Popery. What has made Ireland what she is in Munster, Leinster and Connaught?
Popery. What makes Scotland, the United States, and our own beloved England
the powerful, prosperous countries they are, and I pray God they may long
continue? I answer, unhesitatingly, Protestantism, a free Bible and the
principles of the Reformation. Oh, think twice before you cast aside the
principles of the Reformation! Think twice before you give way to the
prevailing tendency to favor popery and go back to Rome.

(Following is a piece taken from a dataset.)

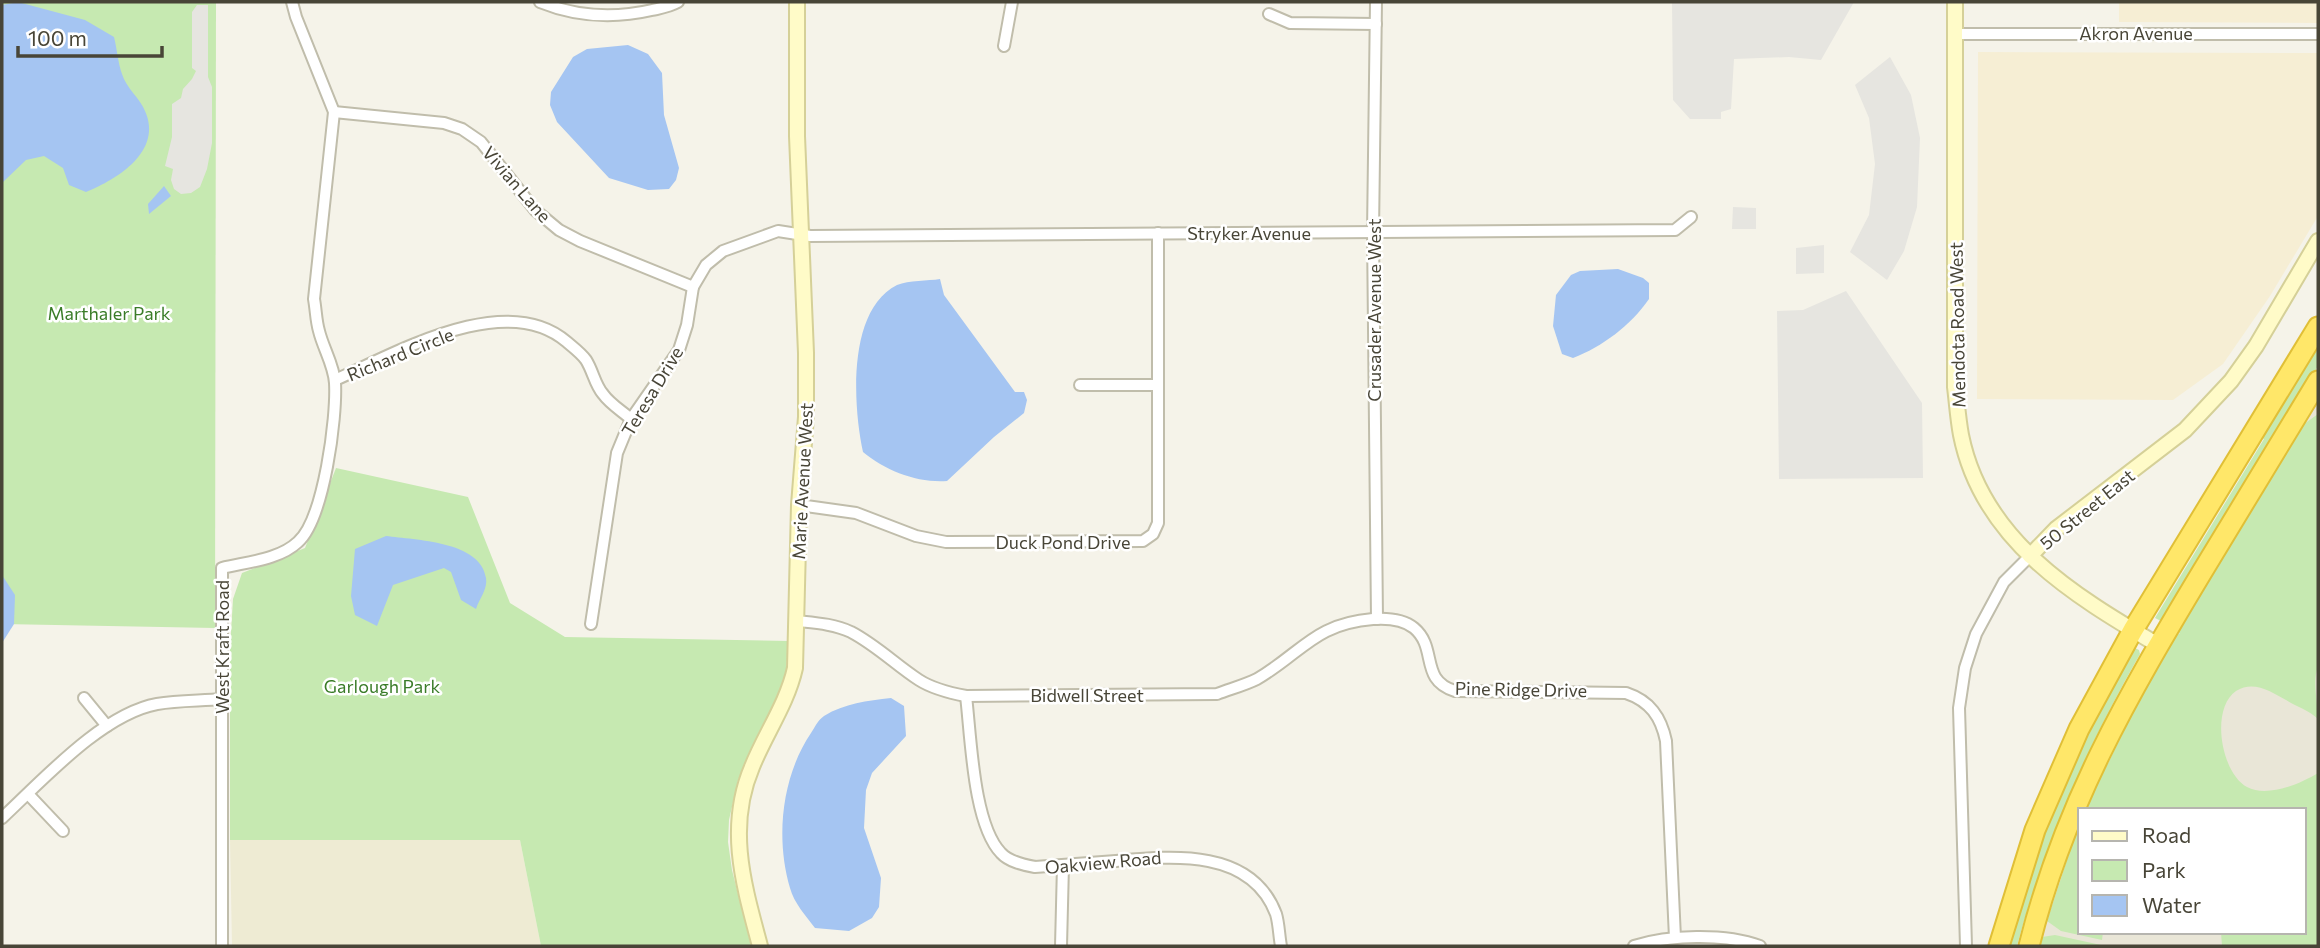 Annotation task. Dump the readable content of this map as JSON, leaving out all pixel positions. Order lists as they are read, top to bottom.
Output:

The Reformation found Englishmen steeped in ignorance and
left them in possession of knowledge; found them without Bibles and placed a
Bible in every parish; found them in darkness and left them in comparative
tight; found them priest–ridden and left them enjoying the liberty which
Christ bestows; found them strangers to the blood of atonement, to faith and
grace and real holiness, and left them with the key to these things in their
hands; found them blind and left them seeing, found them slaves and left
them free. Forever let us thank God for the Reformation! It lighted a candle
which we ought never to allow to be extinguished or to burn dim. Surely I
have a right to say that the times require of us a renewed sense of the
evils of Romanism, and of the enormous value of the Protestant Reformation!
4. The times require of us a
higher standard of personal holiness, and an increased attention to
practical religion in daily life.
I must honestly declare my conviction that, since the
days of the Reformation, there never has been so much profession of religion
without practice, so much talking about God without walking with Him, so
much hearing God’s words without doing them, as there is in England at this
present date. Never were there so many empty tubs and tinkling cymbals!
Never was there so much formality and so little reality. The whole tone of
men’s minds on what constitutes practical Christianity seems lowered. The
old golden standard of the behavior which becomes a Christian man or woman
appears debased and degenerated. You may see scores of religious people
(so–called) continually doing things which in days gone by would have been
thought utterly inconsistent with vital religion. They see no harm in such
things as card–playing, theater–going, dancing, incessant novel reading and
Sunday traveling, and they cannot in the least understand what you mean by
objecting to them! The ancient tenderness of conscience about such things
seems dying away and becoming extinct, like the dodo; and when you venture
to remonstrate with young communicants who indulge in them, they only stare
at you as an old–fashioned narrow–minded, fossilized person, and say, "Where
is the harm?" In short, laxity of ideas among young men, and "fastness" and
levity among young women, are only too common characteristics of the rising
generation of Christian professors.
Now in saying all this I would not be mistaken. I
disclaim the slightest wish to recommend an ascetic religion. Monasteries,
nunneries, complete retirement from the world , and refusal to do our duty
in it, all these I hold to be unscriptural and mischievous nostrums. Nor can
I ever see my way clear to urging on men an ideal standard of perfection for
which I find no warrant in God’s Word, a standard which is unattainable in
this life, and hands over the management of the affairs of society to the
devil and the wicked. No, I always wish to promote a genial, cheerful, manly
religion, such as men may carry everywhere, and yet glorify Christ.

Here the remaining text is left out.